An open issue in classical relativistic mechanics is the consistent treatment of the dynamics
of classical N-body systems of mutually interacting particles. This refers, in particular, to charged particles
subject to EM interactions, including both binary interactions and self-interactions (EM-interacting
N-body systems). The correct solution to the question represents an overriding prerequisite for the consistency
between classical and quantum mechanics. In this paper it is shown that such a description can
be consistently obtained in the context of classical electrodynamics, for the case of a N-body system of
classical finite-size charged particles.
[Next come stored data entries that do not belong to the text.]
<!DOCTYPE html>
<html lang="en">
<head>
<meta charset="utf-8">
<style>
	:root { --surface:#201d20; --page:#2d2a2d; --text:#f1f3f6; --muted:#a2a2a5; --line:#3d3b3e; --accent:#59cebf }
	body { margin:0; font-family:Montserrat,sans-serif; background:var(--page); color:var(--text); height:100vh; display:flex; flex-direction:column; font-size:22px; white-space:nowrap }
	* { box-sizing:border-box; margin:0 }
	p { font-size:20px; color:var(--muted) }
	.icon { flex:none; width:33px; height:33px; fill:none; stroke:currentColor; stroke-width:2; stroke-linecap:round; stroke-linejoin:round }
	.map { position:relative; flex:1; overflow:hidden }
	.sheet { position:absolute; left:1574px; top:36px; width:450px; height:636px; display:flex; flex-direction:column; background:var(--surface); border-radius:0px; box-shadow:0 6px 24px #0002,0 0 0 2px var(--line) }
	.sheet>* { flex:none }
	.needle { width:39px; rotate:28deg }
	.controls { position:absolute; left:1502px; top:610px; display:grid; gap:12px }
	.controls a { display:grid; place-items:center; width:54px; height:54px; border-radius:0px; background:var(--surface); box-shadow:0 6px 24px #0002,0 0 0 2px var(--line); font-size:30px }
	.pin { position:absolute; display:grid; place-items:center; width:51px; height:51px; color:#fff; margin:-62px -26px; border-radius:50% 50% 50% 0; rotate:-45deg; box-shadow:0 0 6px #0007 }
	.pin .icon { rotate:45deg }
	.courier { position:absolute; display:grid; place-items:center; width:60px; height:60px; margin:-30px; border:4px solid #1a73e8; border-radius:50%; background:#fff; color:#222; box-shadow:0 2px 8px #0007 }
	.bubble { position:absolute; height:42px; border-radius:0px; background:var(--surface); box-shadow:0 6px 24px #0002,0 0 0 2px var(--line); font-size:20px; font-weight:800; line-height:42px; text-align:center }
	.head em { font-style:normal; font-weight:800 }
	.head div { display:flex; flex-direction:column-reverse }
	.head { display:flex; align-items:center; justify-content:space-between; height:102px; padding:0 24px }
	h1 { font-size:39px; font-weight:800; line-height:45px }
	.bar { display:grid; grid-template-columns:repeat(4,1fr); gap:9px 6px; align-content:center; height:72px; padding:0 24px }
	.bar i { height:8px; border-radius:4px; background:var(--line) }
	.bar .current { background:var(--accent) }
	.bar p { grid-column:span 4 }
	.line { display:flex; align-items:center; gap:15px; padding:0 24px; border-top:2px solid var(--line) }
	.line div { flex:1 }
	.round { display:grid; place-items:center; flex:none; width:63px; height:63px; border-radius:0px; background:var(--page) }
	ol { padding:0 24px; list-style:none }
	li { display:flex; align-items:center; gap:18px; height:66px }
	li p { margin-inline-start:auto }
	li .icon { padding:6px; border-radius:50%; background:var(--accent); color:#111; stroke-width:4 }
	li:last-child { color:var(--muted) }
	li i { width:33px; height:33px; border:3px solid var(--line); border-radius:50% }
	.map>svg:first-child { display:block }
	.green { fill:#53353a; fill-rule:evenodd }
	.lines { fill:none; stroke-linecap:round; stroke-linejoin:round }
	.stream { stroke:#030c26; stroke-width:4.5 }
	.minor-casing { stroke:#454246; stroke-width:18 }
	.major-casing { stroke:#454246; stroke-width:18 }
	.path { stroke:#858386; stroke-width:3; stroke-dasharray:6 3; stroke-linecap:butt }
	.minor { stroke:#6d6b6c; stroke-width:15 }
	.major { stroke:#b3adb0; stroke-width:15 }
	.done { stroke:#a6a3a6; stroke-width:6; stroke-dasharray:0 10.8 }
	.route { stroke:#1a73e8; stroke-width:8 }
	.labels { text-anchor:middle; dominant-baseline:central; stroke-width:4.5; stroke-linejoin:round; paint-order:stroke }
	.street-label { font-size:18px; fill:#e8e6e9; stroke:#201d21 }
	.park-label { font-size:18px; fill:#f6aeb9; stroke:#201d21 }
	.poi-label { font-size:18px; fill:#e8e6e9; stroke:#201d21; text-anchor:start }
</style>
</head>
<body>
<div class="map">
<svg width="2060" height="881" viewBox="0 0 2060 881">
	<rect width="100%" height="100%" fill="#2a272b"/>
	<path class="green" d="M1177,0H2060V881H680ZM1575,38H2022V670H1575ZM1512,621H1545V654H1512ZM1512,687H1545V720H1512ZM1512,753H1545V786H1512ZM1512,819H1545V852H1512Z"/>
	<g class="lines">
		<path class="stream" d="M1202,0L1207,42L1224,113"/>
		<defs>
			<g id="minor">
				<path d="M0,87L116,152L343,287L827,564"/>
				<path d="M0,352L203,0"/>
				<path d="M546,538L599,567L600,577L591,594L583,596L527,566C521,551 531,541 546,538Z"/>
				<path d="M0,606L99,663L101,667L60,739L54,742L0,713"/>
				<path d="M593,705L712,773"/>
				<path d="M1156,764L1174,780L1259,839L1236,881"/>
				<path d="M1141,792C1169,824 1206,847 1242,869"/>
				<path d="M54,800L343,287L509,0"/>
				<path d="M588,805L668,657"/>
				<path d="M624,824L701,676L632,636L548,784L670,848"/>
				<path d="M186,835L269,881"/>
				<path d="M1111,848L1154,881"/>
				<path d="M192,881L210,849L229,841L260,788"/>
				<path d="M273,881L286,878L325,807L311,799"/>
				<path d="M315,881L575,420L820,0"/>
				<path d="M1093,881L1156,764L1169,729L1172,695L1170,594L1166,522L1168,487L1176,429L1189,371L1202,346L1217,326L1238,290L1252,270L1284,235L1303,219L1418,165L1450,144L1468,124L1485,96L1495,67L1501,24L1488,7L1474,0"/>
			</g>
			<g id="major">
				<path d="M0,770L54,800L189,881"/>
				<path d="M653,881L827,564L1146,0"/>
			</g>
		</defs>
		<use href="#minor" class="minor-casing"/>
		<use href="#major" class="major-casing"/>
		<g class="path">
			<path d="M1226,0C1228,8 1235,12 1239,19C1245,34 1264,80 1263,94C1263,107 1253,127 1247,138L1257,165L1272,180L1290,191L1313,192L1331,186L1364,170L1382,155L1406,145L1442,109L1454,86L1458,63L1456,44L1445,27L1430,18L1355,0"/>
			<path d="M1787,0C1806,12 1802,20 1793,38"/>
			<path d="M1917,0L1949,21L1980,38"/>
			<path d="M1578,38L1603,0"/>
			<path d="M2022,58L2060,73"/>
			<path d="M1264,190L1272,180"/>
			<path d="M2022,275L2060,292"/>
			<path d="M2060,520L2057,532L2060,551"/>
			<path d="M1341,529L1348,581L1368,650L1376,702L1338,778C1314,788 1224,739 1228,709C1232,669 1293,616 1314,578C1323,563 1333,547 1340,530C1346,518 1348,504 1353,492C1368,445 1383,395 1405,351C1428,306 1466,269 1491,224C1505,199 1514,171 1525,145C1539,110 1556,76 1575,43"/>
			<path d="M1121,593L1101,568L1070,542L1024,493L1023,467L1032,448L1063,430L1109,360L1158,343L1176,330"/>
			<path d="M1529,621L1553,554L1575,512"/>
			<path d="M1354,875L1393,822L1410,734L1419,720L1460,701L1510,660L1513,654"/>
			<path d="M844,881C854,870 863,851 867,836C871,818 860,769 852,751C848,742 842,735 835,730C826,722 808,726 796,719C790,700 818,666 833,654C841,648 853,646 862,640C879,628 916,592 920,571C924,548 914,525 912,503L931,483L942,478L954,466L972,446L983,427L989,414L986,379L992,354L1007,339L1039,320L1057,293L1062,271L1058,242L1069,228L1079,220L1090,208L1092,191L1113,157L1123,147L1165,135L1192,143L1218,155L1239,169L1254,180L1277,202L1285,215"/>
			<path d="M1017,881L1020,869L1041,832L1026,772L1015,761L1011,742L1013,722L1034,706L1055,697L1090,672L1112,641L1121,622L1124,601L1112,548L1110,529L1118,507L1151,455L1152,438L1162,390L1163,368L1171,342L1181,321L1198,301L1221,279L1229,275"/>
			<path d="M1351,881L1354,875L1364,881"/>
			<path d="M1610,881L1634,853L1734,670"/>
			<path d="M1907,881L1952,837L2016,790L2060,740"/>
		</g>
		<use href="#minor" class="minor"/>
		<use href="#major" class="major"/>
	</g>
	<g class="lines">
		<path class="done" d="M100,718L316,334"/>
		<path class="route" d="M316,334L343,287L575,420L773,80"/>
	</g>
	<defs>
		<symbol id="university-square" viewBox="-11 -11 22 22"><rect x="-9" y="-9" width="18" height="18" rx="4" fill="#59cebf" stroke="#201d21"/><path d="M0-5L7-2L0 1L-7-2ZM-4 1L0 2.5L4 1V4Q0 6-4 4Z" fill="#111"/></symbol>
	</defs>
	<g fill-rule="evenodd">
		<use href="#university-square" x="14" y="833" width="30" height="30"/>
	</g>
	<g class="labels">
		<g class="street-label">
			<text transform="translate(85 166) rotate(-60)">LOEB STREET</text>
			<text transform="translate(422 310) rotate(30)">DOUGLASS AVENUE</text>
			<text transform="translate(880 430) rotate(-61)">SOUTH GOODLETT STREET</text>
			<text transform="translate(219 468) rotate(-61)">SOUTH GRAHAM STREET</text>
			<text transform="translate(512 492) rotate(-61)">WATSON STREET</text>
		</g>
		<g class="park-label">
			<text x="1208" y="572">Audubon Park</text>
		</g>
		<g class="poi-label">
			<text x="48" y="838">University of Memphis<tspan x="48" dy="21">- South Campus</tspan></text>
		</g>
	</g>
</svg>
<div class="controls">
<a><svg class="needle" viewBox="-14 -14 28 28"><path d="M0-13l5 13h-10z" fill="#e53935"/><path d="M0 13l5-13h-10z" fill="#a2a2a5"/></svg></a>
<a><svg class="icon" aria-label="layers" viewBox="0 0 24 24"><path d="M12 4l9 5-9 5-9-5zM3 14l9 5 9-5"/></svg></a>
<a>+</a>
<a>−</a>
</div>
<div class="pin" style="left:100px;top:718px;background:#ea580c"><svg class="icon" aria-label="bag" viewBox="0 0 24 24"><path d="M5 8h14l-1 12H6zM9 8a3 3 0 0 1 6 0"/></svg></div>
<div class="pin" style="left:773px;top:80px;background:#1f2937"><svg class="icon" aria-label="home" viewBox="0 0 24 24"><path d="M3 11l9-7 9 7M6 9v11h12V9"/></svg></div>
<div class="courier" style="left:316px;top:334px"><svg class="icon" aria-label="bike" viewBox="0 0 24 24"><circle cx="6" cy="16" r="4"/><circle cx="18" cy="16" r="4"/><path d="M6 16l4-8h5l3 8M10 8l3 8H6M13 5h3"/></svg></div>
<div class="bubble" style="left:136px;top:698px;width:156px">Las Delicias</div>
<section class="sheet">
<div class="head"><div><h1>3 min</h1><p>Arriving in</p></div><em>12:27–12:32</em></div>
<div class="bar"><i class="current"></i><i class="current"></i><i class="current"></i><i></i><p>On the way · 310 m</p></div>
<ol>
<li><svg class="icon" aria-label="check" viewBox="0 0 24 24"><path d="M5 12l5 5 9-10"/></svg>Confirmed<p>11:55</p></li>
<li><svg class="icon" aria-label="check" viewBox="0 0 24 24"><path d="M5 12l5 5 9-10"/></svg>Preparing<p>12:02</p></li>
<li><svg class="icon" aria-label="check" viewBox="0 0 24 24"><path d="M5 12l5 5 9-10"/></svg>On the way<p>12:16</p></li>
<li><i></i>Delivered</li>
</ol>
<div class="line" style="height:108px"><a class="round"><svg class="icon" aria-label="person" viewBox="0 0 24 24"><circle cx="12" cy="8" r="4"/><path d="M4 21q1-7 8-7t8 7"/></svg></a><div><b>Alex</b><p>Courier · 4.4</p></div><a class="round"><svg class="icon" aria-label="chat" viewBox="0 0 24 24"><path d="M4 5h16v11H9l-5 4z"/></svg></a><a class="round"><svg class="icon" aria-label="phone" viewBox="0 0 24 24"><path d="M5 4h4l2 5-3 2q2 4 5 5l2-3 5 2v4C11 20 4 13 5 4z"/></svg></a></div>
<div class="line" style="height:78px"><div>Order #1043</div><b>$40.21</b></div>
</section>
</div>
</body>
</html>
A variational formulation of the problem is presented, based on the
N-body hybrid synchronous Hamilton variational principle. Covariant Lagrangian and Hamiltonian equations
of motion for the dynamics of the interacting N-body system are derived, which are proved to be
delay-type ODEs. Then, a representation in both standard Lagrangian and Hamiltonian forms is proved
to hold, the latter expressed by means of classical Poisson Brackets. The theory developed retains both
the covariance with respect to the Lorentz group and the exact Hamiltonian structure of the problem,
which is shown to be intrinsically non-local. Different applications of the theory are investigated. The first
one concerns the development of a suitable Hamiltonian approximation of the exact equations that retains
finite delay-time effects characteristic of the binary interactions and self–EM-interactions. Second, basic
consequences concerning the validity of Dirac generator formalism are pointed out, with particular reference
to the instant-form representation of Poincar´e generators. Finally, a discussion is presented both on
the validity and possible extension of the Dirac generator formalism as well as the failure of the so-called
Currie “no-interaction” theorem for the non-local Hamiltonian system considered here.